6 | Body of Evidence (1993)

I met Willem Dafoe recently and I asked him about Body of Evidence. The film, in which he stars as a lawyer in rainy Portland, Oregon, defending a part-time gallery owner and full-time dominatrix (Madonna) charged with murder-by-vagina, is generally derided as a giggle-inducing, all-time cinematic low. Perhaps typically, or not, Dafoe had much to defend in the film. He liked playing the bitch to Madonna's butch. He was disappointed with the marketing hype that revolved around Madonna's nudity. And mostly, he felt that Madonna became an unhelpful "symbol" for the bad buzz around the film.
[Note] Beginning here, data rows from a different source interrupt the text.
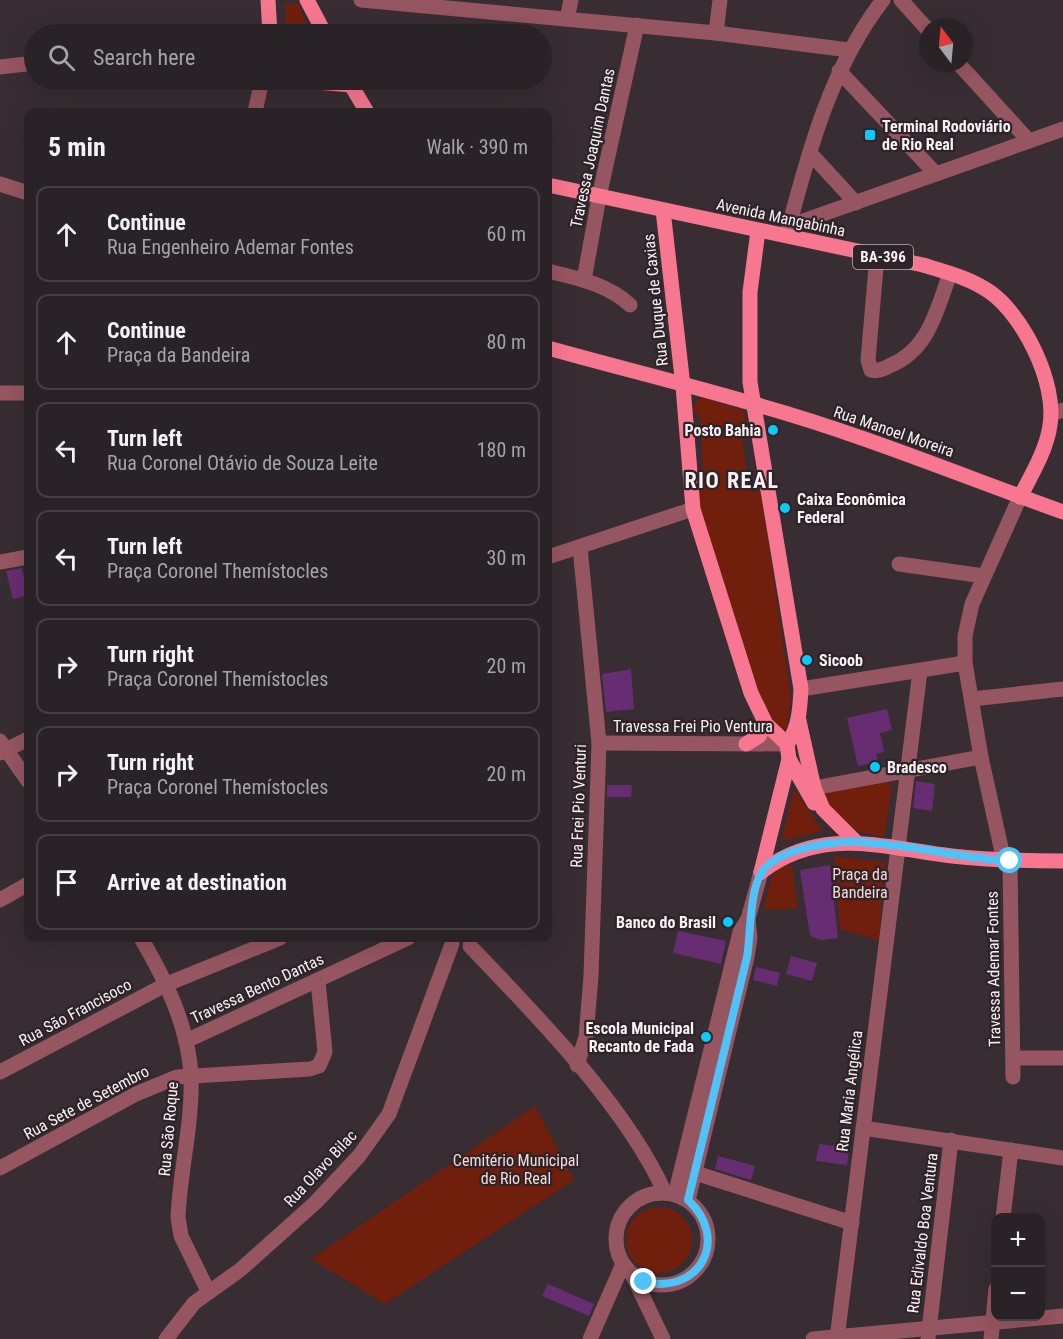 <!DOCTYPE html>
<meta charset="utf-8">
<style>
body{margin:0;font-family:"Roboto Condensed",sans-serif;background:#352f32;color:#f1f3f6}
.controls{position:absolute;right:18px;bottom:18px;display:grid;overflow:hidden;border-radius:12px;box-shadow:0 6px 24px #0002}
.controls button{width:54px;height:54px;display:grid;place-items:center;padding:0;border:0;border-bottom:2px solid #453f43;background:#292226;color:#f1f3f6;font:30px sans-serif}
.compass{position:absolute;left:919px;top:18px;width:54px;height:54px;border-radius:50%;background:#292226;box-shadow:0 6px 24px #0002;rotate:344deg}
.stop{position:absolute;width:18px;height:18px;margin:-14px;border:4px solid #4fc3f7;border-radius:50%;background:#fff}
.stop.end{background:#4fc3f7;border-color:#fff;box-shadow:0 2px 6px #0008}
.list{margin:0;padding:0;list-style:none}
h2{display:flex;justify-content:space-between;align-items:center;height:78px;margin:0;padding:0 24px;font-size:26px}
h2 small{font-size:20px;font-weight:400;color:#a5a4a7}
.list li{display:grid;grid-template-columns:39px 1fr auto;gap:18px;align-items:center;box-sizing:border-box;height:96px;margin:0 12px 12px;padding:0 12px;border:2px solid #453f43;border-radius:12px}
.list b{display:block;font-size:22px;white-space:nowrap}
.list p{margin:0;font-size:20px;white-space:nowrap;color:#a5a4a7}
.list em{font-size:20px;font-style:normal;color:#a5a4a7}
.icon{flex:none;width:33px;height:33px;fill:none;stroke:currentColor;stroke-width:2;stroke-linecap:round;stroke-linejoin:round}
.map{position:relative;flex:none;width:1063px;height:1339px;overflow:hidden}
.search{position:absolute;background:#292226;box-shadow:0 6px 24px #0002;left:24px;top:24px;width:528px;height:66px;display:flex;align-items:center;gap:15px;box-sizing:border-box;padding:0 21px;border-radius:33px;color:#a5a4a7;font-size:22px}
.panel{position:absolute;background:#292226;box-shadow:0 6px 24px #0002;left:24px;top:108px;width:528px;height:834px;border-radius:12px}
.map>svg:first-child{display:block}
.green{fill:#701f0d}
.building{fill:#672d72}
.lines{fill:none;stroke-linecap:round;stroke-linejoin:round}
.minor{stroke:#955661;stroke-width:15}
.major{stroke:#f77790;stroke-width:15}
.route{stroke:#4fc3f7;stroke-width:8}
.poi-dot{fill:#08cbf9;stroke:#2d2328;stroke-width:2}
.labels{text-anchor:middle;stroke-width:4.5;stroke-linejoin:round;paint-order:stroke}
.shield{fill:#2d2328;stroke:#bab3b7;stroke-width:1.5}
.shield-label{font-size:15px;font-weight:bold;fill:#f7f1f4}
.poi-label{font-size:16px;font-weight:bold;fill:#f7f1f4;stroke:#2d2328;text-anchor:start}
.street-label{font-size:16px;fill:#f7f1f4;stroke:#2d2328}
.park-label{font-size:16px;fill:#f5dad3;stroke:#2d2328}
.district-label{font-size:22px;font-weight:bold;letter-spacing:1.5px;fill:#f7f1f4;stroke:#2d2328}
</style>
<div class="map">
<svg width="1063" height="1339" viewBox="0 0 1063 1339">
<rect width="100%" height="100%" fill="#372d32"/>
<g class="green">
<path d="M298,3L311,34H285V4Z"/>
<path d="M701,397L743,410L749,430L741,431L750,492H761L791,698L787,728L780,731L755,689L699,512L695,470L703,467L700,415L693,411L692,408Z"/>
<path d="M887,781L892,787L884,837L857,831L825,802V793Z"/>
<path d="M794,789L823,831L781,841Z"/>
<path d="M834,856L885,862L879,940L840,929Z"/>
<path d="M782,866H792L798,908L763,910L772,875Z"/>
<path d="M535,1106L574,1180L385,1304L311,1259Z"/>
<circle cx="659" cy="1240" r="33"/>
</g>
<g class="building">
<path d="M22,568L28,595L13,599L6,571Z"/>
<path d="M631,669L634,709L606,712L602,674Z"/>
<path d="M887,709L892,730L880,733L884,752L876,754L878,762L858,766L847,718Z"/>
<path d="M916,781L935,784L932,811L913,808Z"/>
<path d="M607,785H632L631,797H607Z"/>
<path d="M830,865L838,938L821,940L810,936L800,870Z"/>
<path d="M678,931L726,941L721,964L673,953Z"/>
<path d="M791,956L817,963L812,981L786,974Z"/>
<path d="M756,967L780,973L777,986L753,980Z"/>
<path d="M819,1144L849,1148L847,1165L816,1161Z"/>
<path d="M718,1156L755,1166L751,1180L715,1169Z"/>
<path d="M548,1284L594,1304L589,1316L542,1296Z"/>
</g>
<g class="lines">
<g class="minor">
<path d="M361,0L716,33L849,50"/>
<path d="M901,0L928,30"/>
<path d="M567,19L571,0"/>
<path d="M716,33L720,0"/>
<path d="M958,63L1029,141"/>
<path d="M0,67L34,63"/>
<path d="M839,71L936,174"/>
<path d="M255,112L262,80"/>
<path d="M810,153L856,203"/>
<path d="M0,184L28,193"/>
<path d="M789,226L1063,129"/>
<path d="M787,234C808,153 831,67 883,0"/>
<path d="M877,256L868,360L871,370C878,372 883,369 889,366C929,350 936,311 950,274"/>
<path d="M548,271C577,278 607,284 630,305"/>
<path d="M584,280L599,197L637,25"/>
<path d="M0,393H28"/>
<path d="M1051,414L1063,410"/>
<path d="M548,557L693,509"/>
<path d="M0,562L28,557"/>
<path d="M899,564L984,576"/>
<path d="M801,689L965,663"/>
<path d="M972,699L1063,689"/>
<path d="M0,741L28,781"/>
<path d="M599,743L787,744"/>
<path d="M0,753L28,739"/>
<path d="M814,788L981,757"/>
<path d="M1004,861L981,757L965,663V636L972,604L1020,497"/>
<path d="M1010,861L1013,1077"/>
<path d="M0,900L28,884"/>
<path d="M141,938C165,979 188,1025 191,1075C193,1122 180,1170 178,1217L181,1236L208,1291"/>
<path d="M470,946C536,1015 626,1106 665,1193"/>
<path d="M186,1041L408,938"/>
<path d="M1013,1058H1063"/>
<path d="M577,1065L586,1037L591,976L599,743L580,547"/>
<path d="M0,1072L167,984L280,938"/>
<path d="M863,1128L1063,1158"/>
<path d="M0,1168L136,1094L177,1077L310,1069L319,1066L325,1052L318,981"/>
<path d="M686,1170L852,1223"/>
<circle cx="662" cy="1239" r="46"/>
<path d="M675,1195L740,932L748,919L761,872"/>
<path d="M688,1200L747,957L750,938L748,919"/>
<path d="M1003,1218L1011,1150"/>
<path d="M632,1274L663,1339"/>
<path d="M166,1339L194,1303L240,1270L315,1203L359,1156L389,1114L452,944"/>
<path d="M590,1339L623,1264"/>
<path d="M813,1339L1063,1316"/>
<path d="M837,1339L920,671"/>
<path d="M928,1339L951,1140"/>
<path d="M991,1339L996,1289"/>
</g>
<g class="major">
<path d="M268,0L270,34"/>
<path d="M307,0L325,34"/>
<path d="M294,80L351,85"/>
<path d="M348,80L367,112"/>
<path d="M548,185L923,265C946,272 970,278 990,292C1024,316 1057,384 1050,425C1047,449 1031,476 1020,497"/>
<path d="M663,210L683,386L693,509L751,693L766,724L787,744"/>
<path d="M758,231L750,292V382L801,689C800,708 799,729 787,744"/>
<path d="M548,348C616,367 685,384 754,404C859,433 960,475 1063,512"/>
<path d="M799,721L814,788L823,809L856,842"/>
<path d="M746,744L759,736L766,724"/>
<path d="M789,759L814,803"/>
<path d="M761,872C822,825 883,848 952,856C989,860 1026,861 1063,861"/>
<path d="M761,872L789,759L787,744"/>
</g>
</g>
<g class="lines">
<path class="route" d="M644,1282C700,1295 730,1239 688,1200L747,957C751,935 749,891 762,872C777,849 830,841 855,842C905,843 959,858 1010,861"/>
</g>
<g class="poi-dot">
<rect x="864" y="129" width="12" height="12" rx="3"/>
<circle cx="773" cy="430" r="6"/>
<circle cx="785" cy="508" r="6"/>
<circle cx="807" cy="660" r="6"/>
<circle cx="875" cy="767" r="6"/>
<circle cx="728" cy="922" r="6"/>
<circle cx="706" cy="1037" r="6"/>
</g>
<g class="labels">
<rect class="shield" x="853" y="245" width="60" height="24" rx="4.5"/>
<g class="shield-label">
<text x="883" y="262">BA-396</text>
</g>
<g class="poi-label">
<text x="882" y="132">Terminal Rodoviário<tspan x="882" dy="18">de Rio Real</tspan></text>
<text x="761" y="436" text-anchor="end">Posto Bahia</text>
<text x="797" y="505">Caixa Econômica<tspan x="797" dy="18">Federal</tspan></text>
<text x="819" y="666">Sicoob</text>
<text x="887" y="773">Bradesco</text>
<text x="716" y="928" text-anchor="end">Banco do Brasil</text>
<text x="694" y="1034" text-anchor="end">Escola Municipal<tspan x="694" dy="18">Recanto de Fada</tspan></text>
</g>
<g class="street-label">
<text transform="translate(592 148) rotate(-78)" y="6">Travessa Joaquim Dantas</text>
<text transform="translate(781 217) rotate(12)" y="6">Avenida Mangabinha</text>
<text transform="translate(655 300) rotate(-96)" y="6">Rua Duque de Caxias</text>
<text transform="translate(894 431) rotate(19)" y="6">Rua Manoel Moreira</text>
<text x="693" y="732">Travessa Frei Pio Ventura</text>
<text transform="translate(578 806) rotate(-88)" y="6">Rua Frei Pio Venturi</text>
<text transform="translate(993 969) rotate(-91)" y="6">Travessa Ademar Fontes</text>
<text transform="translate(257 988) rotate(-25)" y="6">Travessa Bento Dantas</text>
<text transform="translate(75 1012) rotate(-28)" y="6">Rua São Francisoco</text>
<text transform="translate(849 1091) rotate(-83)" y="6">Rua Maria Angélica</text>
<text transform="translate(86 1102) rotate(-28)" y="6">Rua Sete de Setembro</text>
<text transform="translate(168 1129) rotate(-85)" y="6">Rua São Roque</text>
<text transform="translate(320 1168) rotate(-47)" y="6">Rua Olavo Bilac</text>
<text transform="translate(922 1233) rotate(-83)" y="6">Rua Edivaldo Boa Ventura</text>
</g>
<g class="park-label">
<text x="860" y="880">Praça da<tspan x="860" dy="18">Bandeira</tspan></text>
<text x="516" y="1166">Cemitério Municipal<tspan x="516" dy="18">de Rio Real</tspan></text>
</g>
<g class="district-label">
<text x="732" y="488">RIO REAL</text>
</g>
</g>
</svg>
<div class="controls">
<button>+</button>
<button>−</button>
</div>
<svg class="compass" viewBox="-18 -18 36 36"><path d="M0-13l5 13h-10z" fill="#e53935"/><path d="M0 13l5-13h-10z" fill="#a5a4a7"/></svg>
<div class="stop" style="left:1010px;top:861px"></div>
<div class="stop end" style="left:644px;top:1282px"></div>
<div class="search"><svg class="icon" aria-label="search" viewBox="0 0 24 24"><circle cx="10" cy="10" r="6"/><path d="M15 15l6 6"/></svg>Search here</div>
<section class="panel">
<h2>5 min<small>Walk · 390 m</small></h2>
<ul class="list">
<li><svg class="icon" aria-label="ahead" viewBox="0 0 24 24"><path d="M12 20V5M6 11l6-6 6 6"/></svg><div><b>Continue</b><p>Rua Engenheiro Ademar Fontes</p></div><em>60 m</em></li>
<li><svg class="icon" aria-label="ahead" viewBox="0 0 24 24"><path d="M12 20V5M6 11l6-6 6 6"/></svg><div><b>Continue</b><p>Praça da Bandeira</p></div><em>80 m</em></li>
<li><svg class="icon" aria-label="left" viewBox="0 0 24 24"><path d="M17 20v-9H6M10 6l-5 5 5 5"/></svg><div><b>Turn left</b><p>Rua Coronel Otávio de Souza Leite</p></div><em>180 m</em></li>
<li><svg class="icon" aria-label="left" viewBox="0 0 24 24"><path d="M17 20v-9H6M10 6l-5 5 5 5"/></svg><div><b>Turn left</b><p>Praça Coronel Themístocles</p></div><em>30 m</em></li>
<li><svg class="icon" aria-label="right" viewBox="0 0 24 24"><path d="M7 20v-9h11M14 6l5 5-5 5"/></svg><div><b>Turn right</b><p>Praça Coronel Themístocles</p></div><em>20 m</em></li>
<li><svg class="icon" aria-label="right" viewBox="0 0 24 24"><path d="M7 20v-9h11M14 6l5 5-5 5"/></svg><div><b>Turn right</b><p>Praça Coronel Themístocles</p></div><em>20 m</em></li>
<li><svg class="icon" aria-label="arrive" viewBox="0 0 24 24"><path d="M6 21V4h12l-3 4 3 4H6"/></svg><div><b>Arrive at destination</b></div></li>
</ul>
</section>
</div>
"The timing was wrong, and it got presented the wrong way," he said. "Because it was essentially an old-fashioned courtroom movie, which I got a kick out of, where I'm almost like the woman's role and she's the man. And in the end, it was one of those cases where the symbol of the movie began to matter more than what the movie actually was, even for those people who hadn't seen it."

And certainly, re-watched today, Body of Evidence is not any more preposterous or poorly acted than, say, Sea of Love (1989), Basic Instinct (1992), Sliver (1993), Disclosure (1994), or any one of the vapid, push-button Hollywood flesh-fests that came before or after it (although you possibly haven't lived until you've seen Madonna square up to Dafoe and hiss, "Have you ever seen animals make love, Frank? It's intense!"). And neither is its depiction of straight-faced, lip-quivering S&M rituals (melted wax on cock, broken bulbs in back) any more absurd than those enacted by Charlotte Rampling in The Night Porter, Juliette Binoche in Damage (1992) or Emmanuelle Seigner in Bitter Moon. Instead, what remains in Body of Evidence, and very much so, is a profound sense of the ridiculous ("That's what I do, Frank. I fuck!" says Madonna at the film's climax).

It proves something common to all S&M movies, and all films that take sex very seriously indeed (yes, that means you, Fifty Shades of Grey), is that, sometimes, it behooves all film-makers to be aware that sex is also, in its essence, never without humour (see # 3).